Task brief ->
Nothing but the text of the records belongs in your answer: repeat all of it exactly and leave out the images.

(Dataset items)
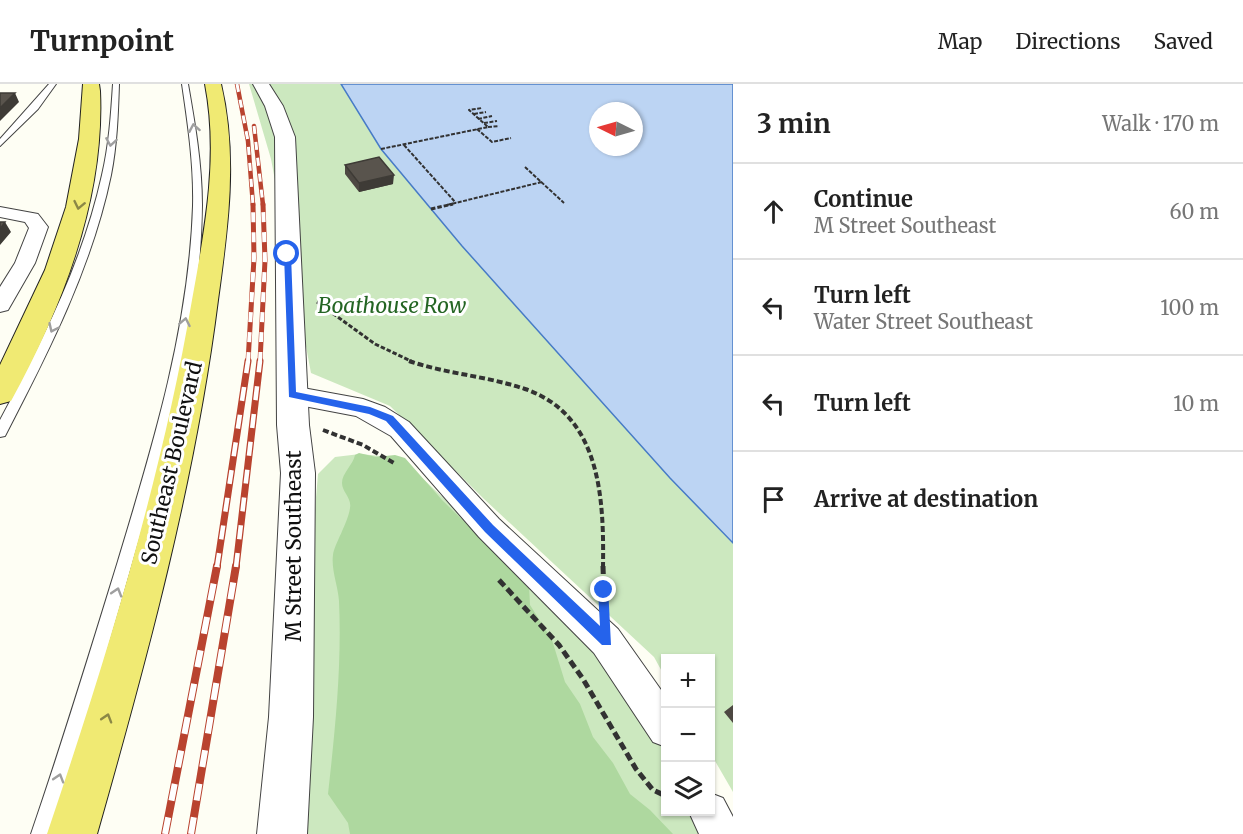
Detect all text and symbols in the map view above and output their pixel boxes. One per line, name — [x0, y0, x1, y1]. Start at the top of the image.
text: Turnpoint — [30, 23, 174, 59]
text: Map — [938, 28, 982, 55]
text: Directions — [1015, 28, 1120, 55]
text: Saved — [1153, 28, 1213, 55]
north arrow — [589, 102, 643, 156]
text: 3 min — [757, 107, 831, 140]
text: Walk · 170 m — [1102, 111, 1219, 136]
one-way arrow — [188, 123, 201, 133]
one-way arrow — [105, 138, 117, 147]
text: Continue — [814, 185, 913, 213]
icon: ahead — [757, 195, 790, 228]
one-way arrow — [73, 199, 86, 209]
text: 60 m — [1169, 199, 1219, 224]
text: M Street Southeast — [814, 213, 996, 238]
route start — [273, 240, 299, 266]
text: Turn left — [814, 281, 911, 309]
icon: left — [757, 291, 790, 324]
park label: Boathouse Row — [318, 292, 466, 319]
text: 100 m — [1160, 295, 1219, 320]
text: Water Street Southeast — [814, 309, 1033, 334]
one-way arrow — [178, 317, 191, 327]
one-way arrow — [48, 321, 60, 332]
street label: Southeast Boulevard — [135, 358, 208, 567]
icon: left — [757, 387, 790, 420]
text: Turn left — [814, 389, 911, 417]
text: 10 m — [1173, 391, 1219, 416]
street label: M Street Southeast — [280, 450, 307, 642]
icon: arrive — [757, 483, 790, 516]
text: Arrive at destination — [814, 485, 1038, 513]
route end — [590, 576, 616, 602]
one-way arrow — [110, 587, 122, 598]
map controls — [661, 654, 715, 816]
button: + — [661, 654, 715, 708]
button: − — [661, 708, 715, 762]
one-way arrow — [100, 713, 112, 724]
button: layers — [661, 762, 715, 816]
one-way arrow — [52, 773, 64, 784]

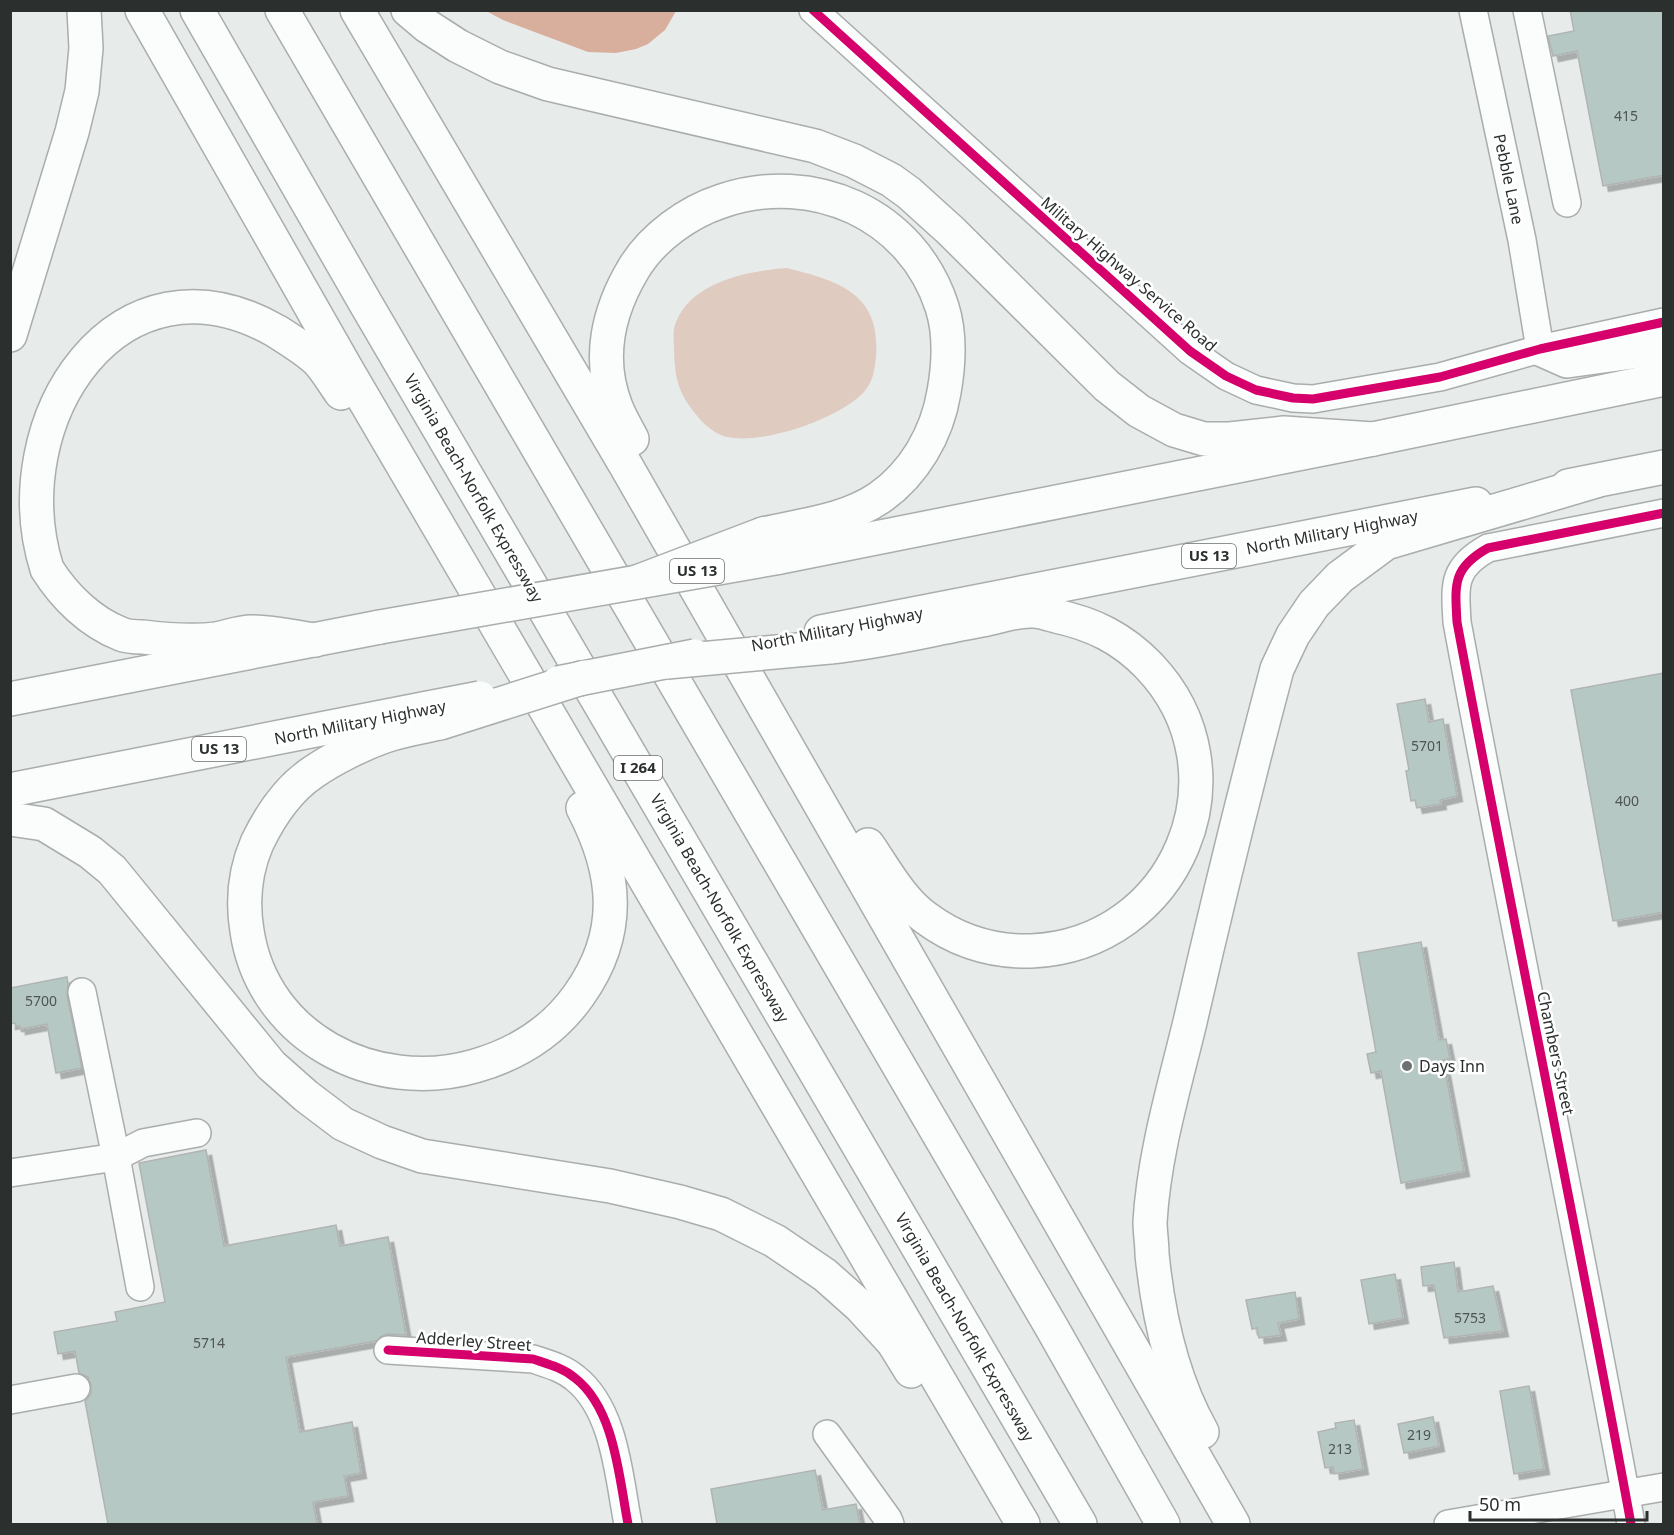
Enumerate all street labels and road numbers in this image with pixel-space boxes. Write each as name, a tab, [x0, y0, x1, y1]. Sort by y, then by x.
street label: Pebble Lane	[1489, 132, 1529, 226]
street label: Military Highway Service Road	[1036, 192, 1222, 356]
street label: Virginia Beach-Norfolk Expressway	[399, 370, 549, 607]
street label: North Military Highway	[1244, 504, 1420, 559]
road number: US 13	[1182, 544, 1236, 568]
road number: US 13	[670, 559, 724, 583]
street label: North Military Highway	[749, 601, 925, 656]
street label: North Military Highway	[272, 694, 448, 749]
road number: US 13	[192, 737, 246, 761]
road number: I 264	[614, 756, 662, 780]
street label: Virginia Beach-Norfolk Expressway	[645, 790, 795, 1027]
street label: Chambers Street	[1532, 989, 1580, 1117]
street label: Virginia Beach-Norfolk Expressway	[890, 1209, 1040, 1446]
street label: Adderley Street	[416, 1326, 533, 1356]

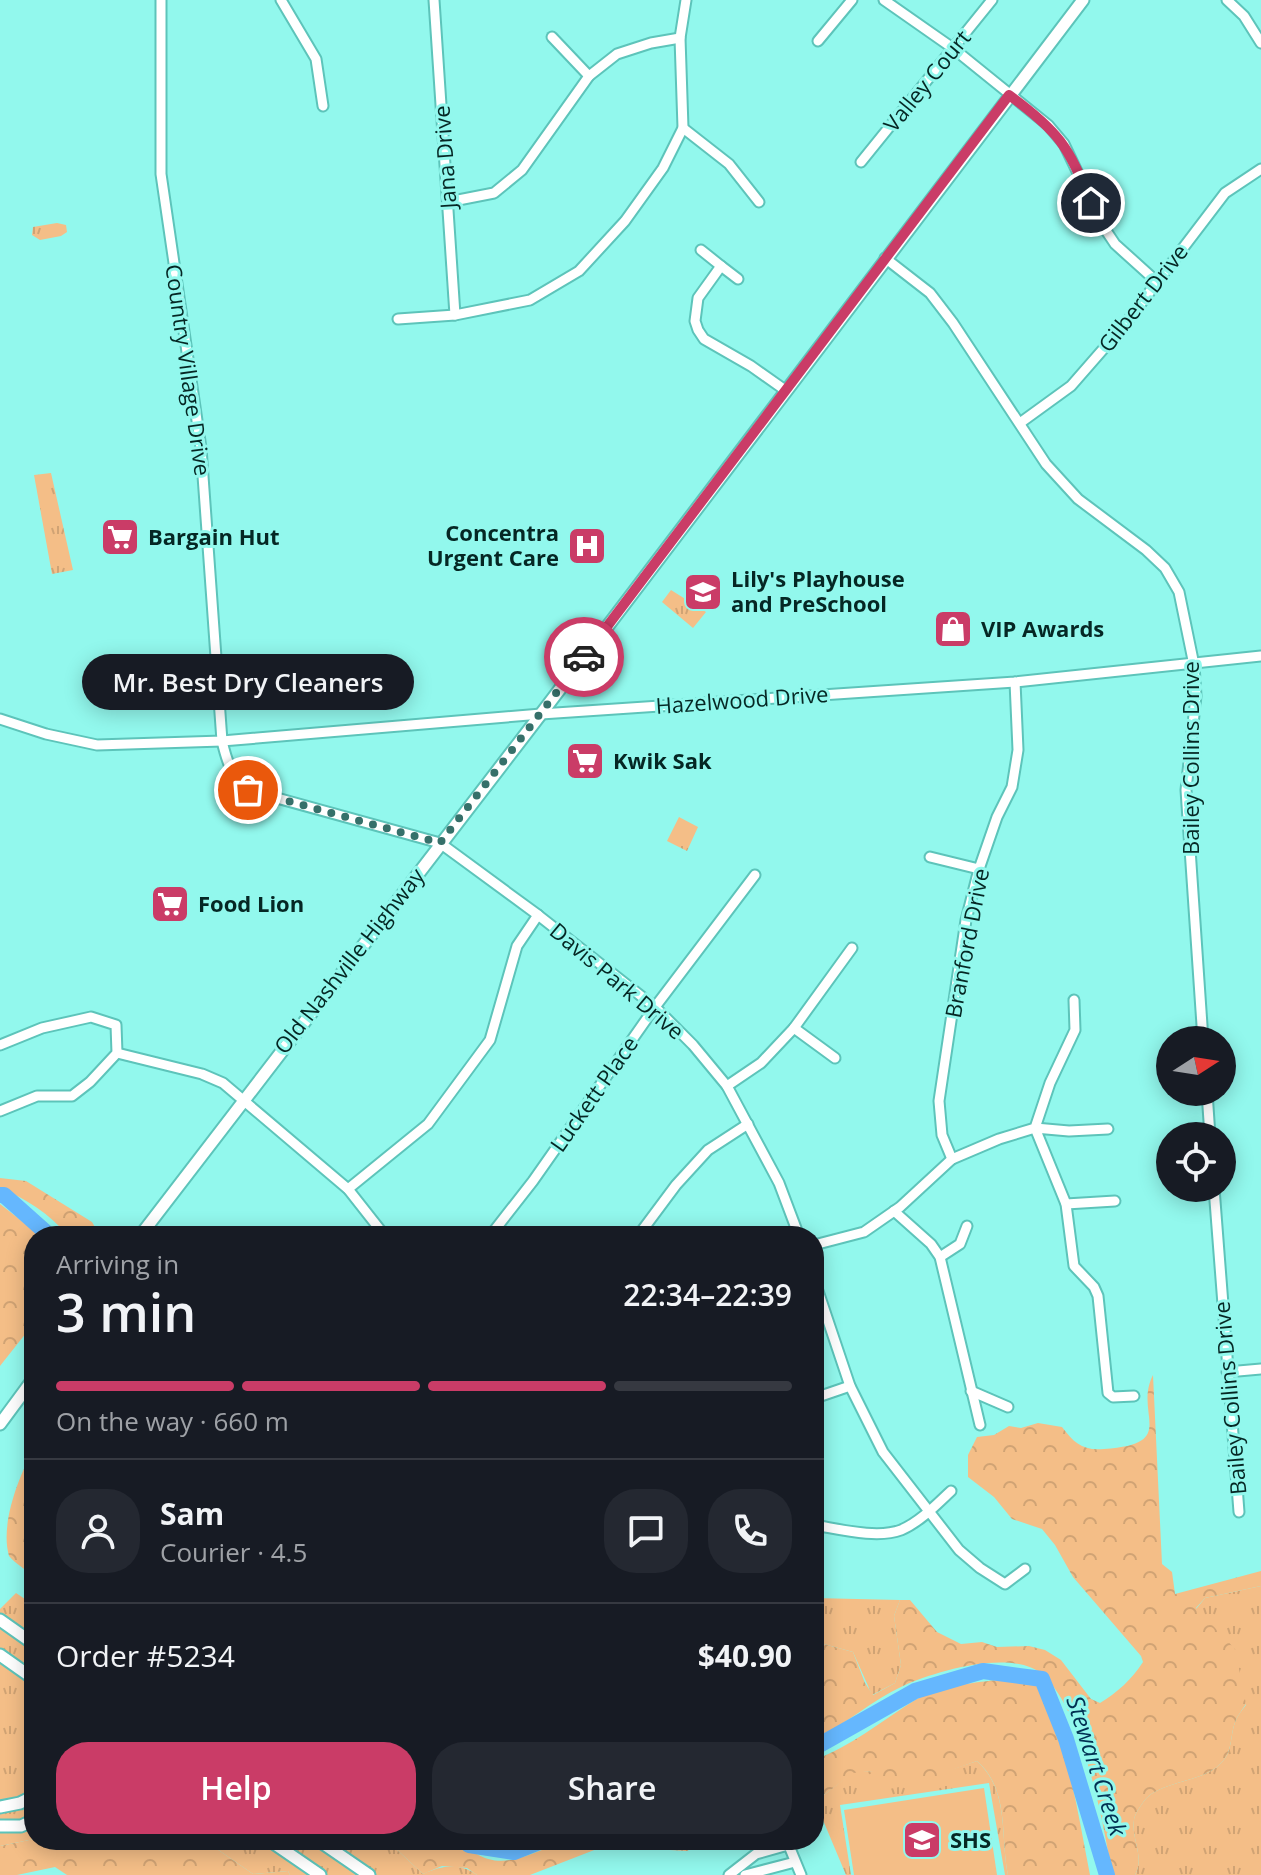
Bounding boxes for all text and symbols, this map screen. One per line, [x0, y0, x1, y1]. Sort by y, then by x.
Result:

Result ->
Detect all text and symbols in the map view above and output their pixel boxes. One per line, name — [x0, y0, x1, y1]. Start at the top of the image.
text: Turnpoint — [30, 23, 174, 59]
text: Map — [938, 28, 982, 55]
text: Directions — [1015, 28, 1120, 55]
text: Saved — [1153, 28, 1213, 55]
north arrow — [589, 102, 643, 156]
text: 3 min — [757, 107, 831, 140]
text: Walk · 170 m — [1102, 111, 1219, 136]
one-way arrow — [188, 123, 201, 133]
one-way arrow — [105, 138, 117, 147]
text: Continue — [814, 185, 913, 213]
icon: ahead — [757, 195, 790, 228]
one-way arrow — [73, 199, 86, 209]
text: 60 m — [1169, 199, 1219, 224]
text: M Street Southeast — [814, 213, 996, 238]
route start — [273, 240, 299, 266]
text: Turn left — [814, 281, 911, 309]
icon: left — [757, 291, 790, 324]
park label: Boathouse Row — [318, 292, 466, 319]
text: 100 m — [1160, 295, 1219, 320]
text: Water Street Southeast — [814, 309, 1033, 334]
one-way arrow — [178, 317, 191, 327]
one-way arrow — [48, 321, 60, 332]
street label: Southeast Boulevard — [135, 358, 208, 567]
icon: left — [757, 387, 790, 420]
text: Turn left — [814, 389, 911, 417]
text: 10 m — [1173, 391, 1219, 416]
street label: M Street Southeast — [280, 450, 307, 642]
icon: arrive — [757, 483, 790, 516]
text: Arrive at destination — [814, 485, 1038, 513]
route end — [590, 576, 616, 602]
one-way arrow — [110, 587, 122, 598]
map controls — [661, 654, 715, 816]
button: + — [661, 654, 715, 708]
button: − — [661, 708, 715, 762]
one-way arrow — [100, 713, 112, 724]
button: layers — [661, 762, 715, 816]
one-way arrow — [52, 773, 64, 784]

Enumerate all street labels and road numbers in this image with pixel-space boxes. Write each as name, a tab, [x0, y0, x1, y1]. Sort by y, then by x.
street label: Pebble Lane	[1489, 132, 1529, 226]
street label: Military Highway Service Road	[1036, 192, 1222, 356]
street label: Virginia Beach-Norfolk Expressway	[399, 370, 549, 607]
street label: North Military Highway	[1244, 504, 1420, 559]
road number: US 13	[1182, 544, 1236, 568]
road number: US 13	[670, 559, 724, 583]
street label: North Military Highway	[749, 601, 925, 656]
street label: North Military Highway	[272, 694, 448, 749]
road number: US 13	[192, 737, 246, 761]
road number: I 264	[614, 756, 662, 780]
street label: Virginia Beach-Norfolk Expressway	[645, 790, 795, 1027]
street label: Chambers Street	[1532, 989, 1580, 1117]
street label: Virginia Beach-Norfolk Expressway	[890, 1209, 1040, 1446]
street label: Adderley Street	[416, 1326, 533, 1356]

Bounding boxes for all text and symbols, this map screen. One per line, [x0, y0, x1, y1]. Sort by y, then by x.
Result:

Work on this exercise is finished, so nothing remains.